▶ TASK TO COMPLETE: Whatever the lines below say, output them exactly.

++++ RECORDED INFORMATION

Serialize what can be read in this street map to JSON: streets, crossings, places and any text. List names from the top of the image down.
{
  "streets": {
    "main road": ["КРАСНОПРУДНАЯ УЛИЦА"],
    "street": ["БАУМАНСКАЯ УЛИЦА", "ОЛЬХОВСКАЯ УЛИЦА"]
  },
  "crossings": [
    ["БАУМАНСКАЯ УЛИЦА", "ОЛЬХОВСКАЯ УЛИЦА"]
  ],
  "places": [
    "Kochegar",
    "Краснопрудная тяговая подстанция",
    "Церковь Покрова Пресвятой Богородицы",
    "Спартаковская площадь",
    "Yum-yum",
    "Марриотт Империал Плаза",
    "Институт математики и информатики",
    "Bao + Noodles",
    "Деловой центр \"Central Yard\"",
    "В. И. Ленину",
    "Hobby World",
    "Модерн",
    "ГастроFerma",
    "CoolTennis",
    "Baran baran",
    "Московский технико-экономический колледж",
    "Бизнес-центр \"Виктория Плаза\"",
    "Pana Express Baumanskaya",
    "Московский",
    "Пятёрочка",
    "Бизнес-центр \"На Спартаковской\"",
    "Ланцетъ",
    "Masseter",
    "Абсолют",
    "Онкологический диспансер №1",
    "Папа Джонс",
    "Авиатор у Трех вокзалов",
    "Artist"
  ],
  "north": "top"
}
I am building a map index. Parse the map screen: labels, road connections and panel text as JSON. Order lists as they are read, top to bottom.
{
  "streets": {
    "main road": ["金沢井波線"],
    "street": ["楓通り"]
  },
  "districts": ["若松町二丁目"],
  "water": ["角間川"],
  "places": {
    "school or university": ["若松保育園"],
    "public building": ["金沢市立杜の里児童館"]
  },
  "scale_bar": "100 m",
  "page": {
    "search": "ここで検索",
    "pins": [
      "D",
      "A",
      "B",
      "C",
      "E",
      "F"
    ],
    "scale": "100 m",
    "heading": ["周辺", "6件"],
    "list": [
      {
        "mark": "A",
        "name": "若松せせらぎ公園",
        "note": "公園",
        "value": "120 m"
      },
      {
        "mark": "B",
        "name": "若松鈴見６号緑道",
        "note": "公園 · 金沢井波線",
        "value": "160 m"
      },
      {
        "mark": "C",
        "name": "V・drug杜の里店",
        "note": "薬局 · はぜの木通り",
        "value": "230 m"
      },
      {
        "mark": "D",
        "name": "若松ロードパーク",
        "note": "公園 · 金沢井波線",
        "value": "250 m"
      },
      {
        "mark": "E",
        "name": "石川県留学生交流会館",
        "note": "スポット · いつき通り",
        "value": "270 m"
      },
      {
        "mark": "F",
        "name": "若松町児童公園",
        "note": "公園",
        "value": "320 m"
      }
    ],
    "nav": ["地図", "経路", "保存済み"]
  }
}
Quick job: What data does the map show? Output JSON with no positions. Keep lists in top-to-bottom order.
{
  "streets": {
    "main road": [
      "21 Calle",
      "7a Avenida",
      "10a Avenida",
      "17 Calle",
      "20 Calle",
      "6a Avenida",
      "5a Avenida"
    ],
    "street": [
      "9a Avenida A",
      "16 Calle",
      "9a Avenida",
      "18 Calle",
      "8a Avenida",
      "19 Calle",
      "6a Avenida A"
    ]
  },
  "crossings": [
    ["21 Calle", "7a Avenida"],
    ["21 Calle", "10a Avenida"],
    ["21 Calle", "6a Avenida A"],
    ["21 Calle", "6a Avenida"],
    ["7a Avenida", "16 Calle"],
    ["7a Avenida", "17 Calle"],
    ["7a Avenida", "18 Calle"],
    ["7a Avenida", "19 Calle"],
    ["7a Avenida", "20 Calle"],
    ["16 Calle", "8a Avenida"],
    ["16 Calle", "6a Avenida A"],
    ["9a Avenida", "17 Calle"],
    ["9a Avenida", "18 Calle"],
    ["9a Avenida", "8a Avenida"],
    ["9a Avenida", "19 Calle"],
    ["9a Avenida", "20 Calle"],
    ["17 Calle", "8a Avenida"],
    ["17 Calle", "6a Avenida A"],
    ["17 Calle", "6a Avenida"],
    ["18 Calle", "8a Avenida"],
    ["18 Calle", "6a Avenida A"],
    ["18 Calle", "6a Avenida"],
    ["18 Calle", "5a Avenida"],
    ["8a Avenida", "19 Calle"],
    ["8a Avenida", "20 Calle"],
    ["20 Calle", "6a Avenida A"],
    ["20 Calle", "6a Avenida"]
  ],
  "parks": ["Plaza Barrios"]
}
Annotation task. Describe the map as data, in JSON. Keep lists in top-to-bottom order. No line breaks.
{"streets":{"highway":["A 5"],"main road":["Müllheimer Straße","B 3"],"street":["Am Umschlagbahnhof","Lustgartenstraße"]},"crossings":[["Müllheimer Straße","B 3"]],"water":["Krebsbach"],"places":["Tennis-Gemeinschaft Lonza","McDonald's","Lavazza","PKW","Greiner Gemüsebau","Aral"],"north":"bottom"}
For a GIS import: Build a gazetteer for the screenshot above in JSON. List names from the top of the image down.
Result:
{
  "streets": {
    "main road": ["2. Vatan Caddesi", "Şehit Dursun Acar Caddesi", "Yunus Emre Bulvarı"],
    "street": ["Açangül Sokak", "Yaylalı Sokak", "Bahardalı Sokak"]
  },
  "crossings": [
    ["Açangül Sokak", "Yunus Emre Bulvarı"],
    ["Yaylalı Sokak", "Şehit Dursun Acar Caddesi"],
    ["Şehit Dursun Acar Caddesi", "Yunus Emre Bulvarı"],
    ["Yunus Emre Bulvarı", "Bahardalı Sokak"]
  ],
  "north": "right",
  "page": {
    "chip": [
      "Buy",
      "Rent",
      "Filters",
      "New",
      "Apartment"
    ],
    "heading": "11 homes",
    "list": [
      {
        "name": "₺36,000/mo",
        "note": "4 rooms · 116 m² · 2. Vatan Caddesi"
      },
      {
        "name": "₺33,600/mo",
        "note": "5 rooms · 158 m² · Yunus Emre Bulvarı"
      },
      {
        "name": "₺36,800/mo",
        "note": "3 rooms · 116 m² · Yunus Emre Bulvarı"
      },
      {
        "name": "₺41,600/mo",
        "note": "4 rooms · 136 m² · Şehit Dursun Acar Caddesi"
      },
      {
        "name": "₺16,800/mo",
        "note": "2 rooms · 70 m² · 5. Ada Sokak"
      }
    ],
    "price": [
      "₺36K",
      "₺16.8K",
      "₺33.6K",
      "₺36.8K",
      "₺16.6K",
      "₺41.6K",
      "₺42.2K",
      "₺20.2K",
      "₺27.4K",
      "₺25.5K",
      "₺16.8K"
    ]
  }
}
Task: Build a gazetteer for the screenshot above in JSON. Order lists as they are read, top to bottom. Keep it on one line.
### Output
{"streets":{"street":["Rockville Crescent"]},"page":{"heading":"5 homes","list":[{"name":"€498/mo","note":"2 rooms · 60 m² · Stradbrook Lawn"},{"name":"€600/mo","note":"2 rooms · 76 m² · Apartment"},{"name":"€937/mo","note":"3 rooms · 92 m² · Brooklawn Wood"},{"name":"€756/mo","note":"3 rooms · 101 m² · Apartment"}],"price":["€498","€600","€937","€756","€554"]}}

++++++++

▶ TASK SOLUTION:
Serialize what can be read in this street map to JSON: streets, crossings, places and any text. List names from the top of the image down.
{
  "streets": {
    "main road": ["КРАСНОПРУДНАЯ УЛИЦА"],
    "street": ["БАУМАНСКАЯ УЛИЦА", "ОЛЬХОВСКАЯ УЛИЦА"]
  },
  "crossings": [
    ["БАУМАНСКАЯ УЛИЦА", "ОЛЬХОВСКАЯ УЛИЦА"]
  ],
  "places": [
    "Kochegar",
    "Краснопрудная тяговая подстанция",
    "Церковь Покрова Пресвятой Богородицы",
    "Спартаковская площадь",
    "Yum-yum",
    "Марриотт Империал Плаза",
    "Институт математики и информатики",
    "Bao + Noodles",
    "Деловой центр \"Central Yard\"",
    "В. И. Ленину",
    "Hobby World",
    "Модерн",
    "ГастроFerma",
    "CoolTennis",
    "Baran baran",
    "Московский технико-экономический колледж",
    "Бизнес-центр \"Виктория Плаза\"",
    "Pana Express Baumanskaya",
    "Московский",
    "Пятёрочка",
    "Бизнес-центр \"На Спартаковской\"",
    "Ланцетъ",
    "Masseter",
    "Абсолют",
    "Онкологический диспансер №1",
    "Папа Джонс",
    "Авиатор у Трех вокзалов",
    "Artist"
  ],
  "north": "top"
}
I am building a map index. Parse the map screen: labels, road connections and panel text as JSON. Order lists as they are read, top to bottom.
{
  "streets": {
    "main road": ["金沢井波線"],
    "street": ["楓通り"]
  },
  "districts": ["若松町二丁目"],
  "water": ["角間川"],
  "places": {
    "school or university": ["若松保育園"],
    "public building": ["金沢市立杜の里児童館"]
  },
  "scale_bar": "100 m",
  "page": {
    "search": "ここで検索",
    "pins": [
      "D",
      "A",
      "B",
      "C",
      "E",
      "F"
    ],
    "scale": "100 m",
    "heading": ["周辺", "6件"],
    "list": [
      {
        "mark": "A",
        "name": "若松せせらぎ公園",
        "note": "公園",
        "value": "120 m"
      },
      {
        "mark": "B",
        "name": "若松鈴見６号緑道",
        "note": "公園 · 金沢井波線",
        "value": "160 m"
      },
      {
        "mark": "C",
        "name": "V・drug杜の里店",
        "note": "薬局 · はぜの木通り",
        "value": "230 m"
      },
      {
        "mark": "D",
        "name": "若松ロードパーク",
        "note": "公園 · 金沢井波線",
        "value": "250 m"
      },
      {
        "mark": "E",
        "name": "石川県留学生交流会館",
        "note": "スポット · いつき通り",
        "value": "270 m"
      },
      {
        "mark": "F",
        "name": "若松町児童公園",
        "note": "公園",
        "value": "320 m"
      }
    ],
    "nav": ["地図", "経路", "保存済み"]
  }
}
Quick job: What data does the map show? Output JSON with no positions. Keep lists in top-to-bottom order.
{
  "streets": {
    "main road": [
      "21 Calle",
      "7a Avenida",
      "10a Avenida",
      "17 Calle",
      "20 Calle",
      "6a Avenida",
      "5a Avenida"
    ],
    "street": [
      "9a Avenida A",
      "16 Calle",
      "9a Avenida",
      "18 Calle",
      "8a Avenida",
      "19 Calle",
      "6a Avenida A"
    ]
  },
  "crossings": [
    ["21 Calle", "7a Avenida"],
    ["21 Calle", "10a Avenida"],
    ["21 Calle", "6a Avenida A"],
    ["21 Calle", "6a Avenida"],
    ["7a Avenida", "16 Calle"],
    ["7a Avenida", "17 Calle"],
    ["7a Avenida", "18 Calle"],
    ["7a Avenida", "19 Calle"],
    ["7a Avenida", "20 Calle"],
    ["16 Calle", "8a Avenida"],
    ["16 Calle", "6a Avenida A"],
    ["9a Avenida", "17 Calle"],
    ["9a Avenida", "18 Calle"],
    ["9a Avenida", "8a Avenida"],
    ["9a Avenida", "19 Calle"],
    ["9a Avenida", "20 Calle"],
    ["17 Calle", "8a Avenida"],
    ["17 Calle", "6a Avenida A"],
    ["17 Calle", "6a Avenida"],
    ["18 Calle", "8a Avenida"],
    ["18 Calle", "6a Avenida A"],
    ["18 Calle", "6a Avenida"],
    ["18 Calle", "5a Avenida"],
    ["8a Avenida", "19 Calle"],
    ["8a Avenida", "20 Calle"],
    ["20 Calle", "6a Avenida A"],
    ["20 Calle", "6a Avenida"]
  ],
  "parks": ["Plaza Barrios"]
}
Annotation task. Describe the map as data, in JSON. Keep lists in top-to-bottom order. No line breaks.
{"streets":{"highway":["A 5"],"main road":["Müllheimer Straße","B 3"],"street":["Am Umschlagbahnhof","Lustgartenstraße"]},"crossings":[["Müllheimer Straße","B 3"]],"water":["Krebsbach"],"places":["Tennis-Gemeinschaft Lonza","McDonald's","Lavazza","PKW","Greiner Gemüsebau","Aral"],"north":"bottom"}
For a GIS import: Build a gazetteer for the screenshot above in JSON. List names from the top of the image down.
Result:
{
  "streets": {
    "main road": ["2. Vatan Caddesi", "Şehit Dursun Acar Caddesi", "Yunus Emre Bulvarı"],
    "street": ["Açangül Sokak", "Yaylalı Sokak", "Bahardalı Sokak"]
  },
  "crossings": [
    ["Açangül Sokak", "Yunus Emre Bulvarı"],
    ["Yaylalı Sokak", "Şehit Dursun Acar Caddesi"],
    ["Şehit Dursun Acar Caddesi", "Yunus Emre Bulvarı"],
    ["Yunus Emre Bulvarı", "Bahardalı Sokak"]
  ],
  "north": "right",
  "page": {
    "chip": [
      "Buy",
      "Rent",
      "Filters",
      "New",
      "Apartment"
    ],
    "heading": "11 homes",
    "list": [
      {
        "name": "₺36,000/mo",
        "note": "4 rooms · 116 m² · 2. Vatan Caddesi"
      },
      {
        "name": "₺33,600/mo",
        "note": "5 rooms · 158 m² · Yunus Emre Bulvarı"
      },
      {
        "name": "₺36,800/mo",
        "note": "3 rooms · 116 m² · Yunus Emre Bulvarı"
      },
      {
        "name": "₺41,600/mo",
        "note": "4 rooms · 136 m² · Şehit Dursun Acar Caddesi"
      },
      {
        "name": "₺16,800/mo",
        "note": "2 rooms · 70 m² · 5. Ada Sokak"
      }
    ],
    "price": [
      "₺36K",
      "₺16.8K",
      "₺33.6K",
      "₺36.8K",
      "₺16.6K",
      "₺41.6K",
      "₺42.2K",
      "₺20.2K",
      "₺27.4K",
      "₺25.5K",
      "₺16.8K"
    ]
  }
}
Task: Build a gazetteer for the screenshot above in JSON. Order lists as they are read, top to bottom. Keep it on one line.
### Output
{"streets":{"street":["Rockville Crescent"]},"page":{"heading":"5 homes","list":[{"name":"€498/mo","note":"2 rooms · 60 m² · Stradbrook Lawn"},{"name":"€600/mo","note":"2 rooms · 76 m² · Apartment"},{"name":"€937/mo","note":"3 rooms · 92 m² · Brooklawn Wood"},{"name":"€756/mo","note":"3 rooms · 101 m² · Apartment"}],"price":["€498","€600","€937","€756","€554"]}}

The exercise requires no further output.